Quote all of the data below exactly, please.
##### Data provided
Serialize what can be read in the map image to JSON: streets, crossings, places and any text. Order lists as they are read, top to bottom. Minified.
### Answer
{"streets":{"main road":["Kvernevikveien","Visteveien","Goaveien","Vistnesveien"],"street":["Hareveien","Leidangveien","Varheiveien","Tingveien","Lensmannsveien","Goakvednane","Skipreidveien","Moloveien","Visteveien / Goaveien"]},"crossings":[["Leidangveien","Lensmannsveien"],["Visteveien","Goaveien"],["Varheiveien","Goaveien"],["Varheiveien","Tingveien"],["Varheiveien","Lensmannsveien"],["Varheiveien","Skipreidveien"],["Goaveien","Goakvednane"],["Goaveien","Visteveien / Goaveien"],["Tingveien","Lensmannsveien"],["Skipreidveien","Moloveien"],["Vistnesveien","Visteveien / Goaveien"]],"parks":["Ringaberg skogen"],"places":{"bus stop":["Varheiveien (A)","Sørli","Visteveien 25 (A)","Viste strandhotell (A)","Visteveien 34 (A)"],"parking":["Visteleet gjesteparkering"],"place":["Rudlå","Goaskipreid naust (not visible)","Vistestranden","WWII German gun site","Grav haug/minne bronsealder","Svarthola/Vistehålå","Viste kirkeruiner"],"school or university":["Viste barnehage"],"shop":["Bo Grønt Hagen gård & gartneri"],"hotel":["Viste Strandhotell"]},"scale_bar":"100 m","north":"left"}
##########
Answer to this task —
Serialize what can be read in the map image to JSON: streets, crossings, places and any text. Order lists as they are read, top to bottom. Minified.
### Answer
{"streets":{"main road":["Kvernevikveien","Visteveien","Goaveien","Vistnesveien"],"street":["Hareveien","Leidangveien","Varheiveien","Tingveien","Lensmannsveien","Goakvednane","Skipreidveien","Moloveien","Visteveien / Goaveien"]},"crossings":[["Leidangveien","Lensmannsveien"],["Visteveien","Goaveien"],["Varheiveien","Goaveien"],["Varheiveien","Tingveien"],["Varheiveien","Lensmannsveien"],["Varheiveien","Skipreidveien"],["Goaveien","Goakvednane"],["Goaveien","Visteveien / Goaveien"],["Tingveien","Lensmannsveien"],["Skipreidveien","Moloveien"],["Vistnesveien","Visteveien / Goaveien"]],"parks":["Ringaberg skogen"],"places":{"bus stop":["Varheiveien (A)","Sørli","Visteveien 25 (A)","Viste strandhotell (A)","Visteveien 34 (A)"],"parking":["Visteleet gjesteparkering"],"place":["Rudlå","Goaskipreid naust (not visible)","Vistestranden","WWII German gun site","Grav haug/minne bronsealder","Svarthola/Vistehålå","Viste kirkeruiner"],"school or university":["Viste barnehage"],"shop":["Bo Grønt Hagen gård & gartneri"],"hotel":["Viste Strandhotell"]},"scale_bar":"100 m","north":"left"}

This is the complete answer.